The sun illuminating these seeds caught my eye the other day. Aren’t they stunning? The way the light caught them they were glowing, almost as if the source of the light was from within them. When I looked closer I was stunned by their proliferation. It seemed they just suddenly appeared in the corner of the field. Look how soft and fluffy they are! There are various ways for plants to travel around the world, catching the wind is one of them, and it’s the method this particular plant intends to use.
What popped into my mind after I took this photo was part of a review of a book about the history of France which was published in “Le Monde” the other day. I know, that sounds strange, but bear with me. The part which really caught my attention was the author’s statement of his intention – he wanted to write a history of France from the perspective of the global forces which have shaped it, rather than the more traditional approach which focuses on personalities and events within France. It’s a shift from thinking of a country as a separate entity to be understood by looking within, to thinking of a country as it emerges in relationship with global phenomena – especially the global phenomena which pass over frontiers and the ones for which borders are irrelevant.
Migrants and goods pass over frontiers. They always have, and they always will. The British government’s determination to harden its borders focuses on the first of these – the movement of people. They seem to see people moving from one country to another as THE problem, which, if solved (they mean stopped completely or at least significantly), will allow a flourishing, healthy, happy country to emerge. However, at the same time, they want the free flow of the second of these phenomena – goods – claiming they want to create a “free trade” “global” Britain (as if they even knew what “free trade” is).
My own feeling is that of Europe’s “four freedoms” – freedom of movement of people, goods, services and capital – a government’s desire to stop only one of these reveals its underlying values.
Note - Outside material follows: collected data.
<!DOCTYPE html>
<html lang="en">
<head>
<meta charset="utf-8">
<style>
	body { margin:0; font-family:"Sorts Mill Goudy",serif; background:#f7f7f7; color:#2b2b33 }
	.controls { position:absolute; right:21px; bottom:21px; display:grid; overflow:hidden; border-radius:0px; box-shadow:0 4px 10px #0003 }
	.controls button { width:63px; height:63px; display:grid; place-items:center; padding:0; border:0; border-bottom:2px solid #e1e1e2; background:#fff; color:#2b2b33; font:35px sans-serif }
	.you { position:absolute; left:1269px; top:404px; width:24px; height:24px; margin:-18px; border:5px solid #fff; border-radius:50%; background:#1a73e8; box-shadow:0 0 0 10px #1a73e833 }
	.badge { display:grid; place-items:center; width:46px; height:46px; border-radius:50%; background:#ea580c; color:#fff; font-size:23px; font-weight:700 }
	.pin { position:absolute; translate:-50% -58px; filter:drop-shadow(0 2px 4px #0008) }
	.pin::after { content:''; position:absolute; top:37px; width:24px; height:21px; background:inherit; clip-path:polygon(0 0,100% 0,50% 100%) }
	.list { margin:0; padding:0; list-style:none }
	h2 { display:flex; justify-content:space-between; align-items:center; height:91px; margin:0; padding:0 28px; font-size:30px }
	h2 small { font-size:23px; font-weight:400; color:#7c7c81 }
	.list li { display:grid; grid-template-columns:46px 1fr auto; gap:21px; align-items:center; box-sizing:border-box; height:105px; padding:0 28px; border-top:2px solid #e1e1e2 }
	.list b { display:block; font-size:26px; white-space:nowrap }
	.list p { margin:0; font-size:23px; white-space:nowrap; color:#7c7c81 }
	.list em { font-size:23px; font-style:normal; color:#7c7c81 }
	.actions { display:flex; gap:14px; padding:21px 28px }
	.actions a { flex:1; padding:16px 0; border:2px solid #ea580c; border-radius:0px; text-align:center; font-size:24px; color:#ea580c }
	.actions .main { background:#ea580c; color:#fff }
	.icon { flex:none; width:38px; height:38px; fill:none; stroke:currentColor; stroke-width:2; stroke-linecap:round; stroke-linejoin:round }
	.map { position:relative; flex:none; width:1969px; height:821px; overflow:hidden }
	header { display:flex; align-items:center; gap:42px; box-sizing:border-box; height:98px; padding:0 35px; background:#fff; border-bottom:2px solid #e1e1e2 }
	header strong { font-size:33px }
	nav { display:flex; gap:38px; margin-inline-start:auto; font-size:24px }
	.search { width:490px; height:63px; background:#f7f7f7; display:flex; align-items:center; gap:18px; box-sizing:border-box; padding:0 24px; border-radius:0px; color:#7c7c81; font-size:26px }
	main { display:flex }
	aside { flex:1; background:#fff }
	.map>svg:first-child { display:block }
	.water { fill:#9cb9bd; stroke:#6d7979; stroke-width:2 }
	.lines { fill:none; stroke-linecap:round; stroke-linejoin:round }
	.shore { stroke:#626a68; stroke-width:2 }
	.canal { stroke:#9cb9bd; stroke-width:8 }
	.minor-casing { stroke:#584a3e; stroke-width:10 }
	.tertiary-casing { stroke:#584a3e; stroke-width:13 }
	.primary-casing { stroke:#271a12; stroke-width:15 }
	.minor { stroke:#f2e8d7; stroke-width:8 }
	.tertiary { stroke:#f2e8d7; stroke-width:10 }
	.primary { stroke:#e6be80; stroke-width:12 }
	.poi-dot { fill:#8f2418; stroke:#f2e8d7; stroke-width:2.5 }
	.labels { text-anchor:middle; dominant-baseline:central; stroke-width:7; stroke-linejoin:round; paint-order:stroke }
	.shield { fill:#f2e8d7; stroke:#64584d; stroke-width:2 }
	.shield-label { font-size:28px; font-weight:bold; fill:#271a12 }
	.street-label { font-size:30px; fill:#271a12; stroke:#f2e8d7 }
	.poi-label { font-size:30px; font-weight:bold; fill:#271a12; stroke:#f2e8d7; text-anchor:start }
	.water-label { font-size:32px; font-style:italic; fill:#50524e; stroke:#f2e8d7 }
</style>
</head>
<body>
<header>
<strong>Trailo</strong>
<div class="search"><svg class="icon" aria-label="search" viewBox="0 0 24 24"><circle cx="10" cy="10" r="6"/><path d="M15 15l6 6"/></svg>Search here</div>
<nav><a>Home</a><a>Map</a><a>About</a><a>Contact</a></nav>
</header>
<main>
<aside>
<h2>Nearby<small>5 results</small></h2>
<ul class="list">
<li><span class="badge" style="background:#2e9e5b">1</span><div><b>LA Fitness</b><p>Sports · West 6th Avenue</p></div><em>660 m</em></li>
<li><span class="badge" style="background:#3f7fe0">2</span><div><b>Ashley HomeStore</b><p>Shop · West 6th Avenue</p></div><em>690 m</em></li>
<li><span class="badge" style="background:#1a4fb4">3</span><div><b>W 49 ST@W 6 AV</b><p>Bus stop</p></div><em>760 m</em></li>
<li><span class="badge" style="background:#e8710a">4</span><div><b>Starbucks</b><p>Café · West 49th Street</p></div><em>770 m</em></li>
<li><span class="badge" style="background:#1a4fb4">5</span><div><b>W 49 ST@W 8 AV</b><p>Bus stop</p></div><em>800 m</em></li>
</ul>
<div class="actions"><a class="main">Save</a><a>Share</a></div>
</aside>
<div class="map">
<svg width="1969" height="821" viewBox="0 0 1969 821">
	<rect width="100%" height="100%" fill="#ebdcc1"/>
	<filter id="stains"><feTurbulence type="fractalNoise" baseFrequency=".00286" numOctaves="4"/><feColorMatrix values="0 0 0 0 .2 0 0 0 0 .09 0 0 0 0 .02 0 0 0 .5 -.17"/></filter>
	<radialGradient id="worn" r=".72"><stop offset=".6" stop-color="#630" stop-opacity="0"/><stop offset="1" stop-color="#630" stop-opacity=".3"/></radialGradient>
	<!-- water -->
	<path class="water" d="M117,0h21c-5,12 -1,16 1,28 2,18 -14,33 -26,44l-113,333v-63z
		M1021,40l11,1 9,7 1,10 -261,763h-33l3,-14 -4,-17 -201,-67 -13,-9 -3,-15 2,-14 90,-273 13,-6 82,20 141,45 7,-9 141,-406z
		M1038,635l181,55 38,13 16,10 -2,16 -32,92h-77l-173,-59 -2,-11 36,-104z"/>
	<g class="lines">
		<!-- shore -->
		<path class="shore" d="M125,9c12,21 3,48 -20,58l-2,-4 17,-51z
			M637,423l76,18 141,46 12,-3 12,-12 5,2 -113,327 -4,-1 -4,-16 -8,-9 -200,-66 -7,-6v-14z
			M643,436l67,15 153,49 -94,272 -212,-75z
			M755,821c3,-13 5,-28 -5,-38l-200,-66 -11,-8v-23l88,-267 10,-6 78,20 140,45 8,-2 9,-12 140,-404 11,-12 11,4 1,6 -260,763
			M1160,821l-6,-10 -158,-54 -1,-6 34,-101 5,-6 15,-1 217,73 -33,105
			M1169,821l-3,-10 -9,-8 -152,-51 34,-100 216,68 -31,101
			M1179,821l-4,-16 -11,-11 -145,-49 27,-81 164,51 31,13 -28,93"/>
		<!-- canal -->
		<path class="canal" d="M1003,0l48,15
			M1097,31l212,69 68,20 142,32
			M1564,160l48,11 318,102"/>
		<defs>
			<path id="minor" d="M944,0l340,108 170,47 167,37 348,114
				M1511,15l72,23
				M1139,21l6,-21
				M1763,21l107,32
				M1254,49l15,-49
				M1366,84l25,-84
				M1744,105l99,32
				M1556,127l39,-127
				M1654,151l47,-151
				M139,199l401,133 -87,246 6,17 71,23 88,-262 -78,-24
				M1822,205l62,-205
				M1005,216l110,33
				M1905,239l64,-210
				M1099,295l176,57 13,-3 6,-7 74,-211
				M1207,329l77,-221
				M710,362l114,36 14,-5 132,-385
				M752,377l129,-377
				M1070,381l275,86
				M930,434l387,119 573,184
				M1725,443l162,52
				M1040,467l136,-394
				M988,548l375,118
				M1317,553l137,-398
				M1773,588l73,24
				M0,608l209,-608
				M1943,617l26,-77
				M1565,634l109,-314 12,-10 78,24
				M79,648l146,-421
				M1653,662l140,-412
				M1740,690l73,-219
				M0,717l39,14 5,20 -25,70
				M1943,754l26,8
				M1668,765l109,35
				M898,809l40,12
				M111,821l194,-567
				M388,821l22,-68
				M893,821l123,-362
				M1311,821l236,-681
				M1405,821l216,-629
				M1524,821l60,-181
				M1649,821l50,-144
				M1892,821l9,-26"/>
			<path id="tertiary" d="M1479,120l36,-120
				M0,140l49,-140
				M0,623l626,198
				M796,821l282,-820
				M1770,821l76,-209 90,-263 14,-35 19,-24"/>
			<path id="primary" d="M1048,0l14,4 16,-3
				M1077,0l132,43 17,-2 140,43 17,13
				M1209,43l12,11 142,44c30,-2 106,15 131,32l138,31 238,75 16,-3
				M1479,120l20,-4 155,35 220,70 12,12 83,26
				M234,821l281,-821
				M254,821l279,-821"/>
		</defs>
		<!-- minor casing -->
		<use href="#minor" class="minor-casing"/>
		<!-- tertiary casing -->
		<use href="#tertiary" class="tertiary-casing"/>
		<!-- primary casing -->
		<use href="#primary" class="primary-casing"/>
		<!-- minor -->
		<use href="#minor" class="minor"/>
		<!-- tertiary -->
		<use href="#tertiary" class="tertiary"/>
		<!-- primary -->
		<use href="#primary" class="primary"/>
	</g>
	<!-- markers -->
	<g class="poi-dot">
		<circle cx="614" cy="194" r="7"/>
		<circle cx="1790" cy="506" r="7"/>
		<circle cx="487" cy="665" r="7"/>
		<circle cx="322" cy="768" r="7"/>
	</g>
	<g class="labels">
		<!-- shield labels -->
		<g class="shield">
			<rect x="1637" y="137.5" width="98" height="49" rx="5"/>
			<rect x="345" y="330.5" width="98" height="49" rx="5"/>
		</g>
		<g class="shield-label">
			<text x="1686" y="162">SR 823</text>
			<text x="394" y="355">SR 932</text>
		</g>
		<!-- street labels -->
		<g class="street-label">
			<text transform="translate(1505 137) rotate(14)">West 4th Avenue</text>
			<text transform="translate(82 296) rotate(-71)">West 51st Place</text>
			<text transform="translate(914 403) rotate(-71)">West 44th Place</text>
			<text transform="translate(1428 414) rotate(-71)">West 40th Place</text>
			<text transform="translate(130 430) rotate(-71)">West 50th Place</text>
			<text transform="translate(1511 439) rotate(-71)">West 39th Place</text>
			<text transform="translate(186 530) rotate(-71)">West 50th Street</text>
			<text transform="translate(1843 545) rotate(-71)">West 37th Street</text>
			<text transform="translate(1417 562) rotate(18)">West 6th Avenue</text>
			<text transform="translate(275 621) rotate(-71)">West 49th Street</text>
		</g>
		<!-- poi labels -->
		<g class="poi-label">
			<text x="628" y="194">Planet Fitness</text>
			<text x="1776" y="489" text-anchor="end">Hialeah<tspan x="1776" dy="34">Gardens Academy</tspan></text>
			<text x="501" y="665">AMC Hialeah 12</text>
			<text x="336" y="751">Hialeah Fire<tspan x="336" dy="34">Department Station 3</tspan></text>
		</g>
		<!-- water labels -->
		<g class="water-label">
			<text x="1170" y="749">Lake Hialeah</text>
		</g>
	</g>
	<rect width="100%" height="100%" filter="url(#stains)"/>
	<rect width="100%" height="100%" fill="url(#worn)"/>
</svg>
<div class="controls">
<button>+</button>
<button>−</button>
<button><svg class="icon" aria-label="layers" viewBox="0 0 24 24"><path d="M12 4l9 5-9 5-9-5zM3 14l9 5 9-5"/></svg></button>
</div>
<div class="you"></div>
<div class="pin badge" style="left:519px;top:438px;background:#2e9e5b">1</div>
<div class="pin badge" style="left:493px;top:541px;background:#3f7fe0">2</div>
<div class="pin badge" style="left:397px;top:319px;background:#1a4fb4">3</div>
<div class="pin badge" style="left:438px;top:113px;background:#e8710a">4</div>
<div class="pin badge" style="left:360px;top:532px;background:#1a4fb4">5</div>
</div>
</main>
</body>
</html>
It’s the freedom of people they want to inhibit, not the freedom of goods, services and money.
The historian went on to describe some other country-shaping phenomena which pass over frontiers – ideas, symbols, pandemics, climate and technological revolutions. I think he could have at least added stories because whether its “fake news” or life-shaping mythologies, stories spread amongst human beings irrespective of frontiers.
Whether its the spread of the politics of populism, the scattering of radiation over thousands of miles after nuclear power plant disasters such as Chernobyl or Fukushima, global warming, the spread of “particle pollution” in the air, the actions of multinational corporations, or the growth of global economic inequality….there are countless examples of this insight that what shapes a country are the phenomena which cross frontiers.
No country can be understood from a narcissistic perspective which sees itself as disconnected and walled off in this world we all share.
The question facing us all is “how are we going to live together?” Because we all ARE living TOGETHER.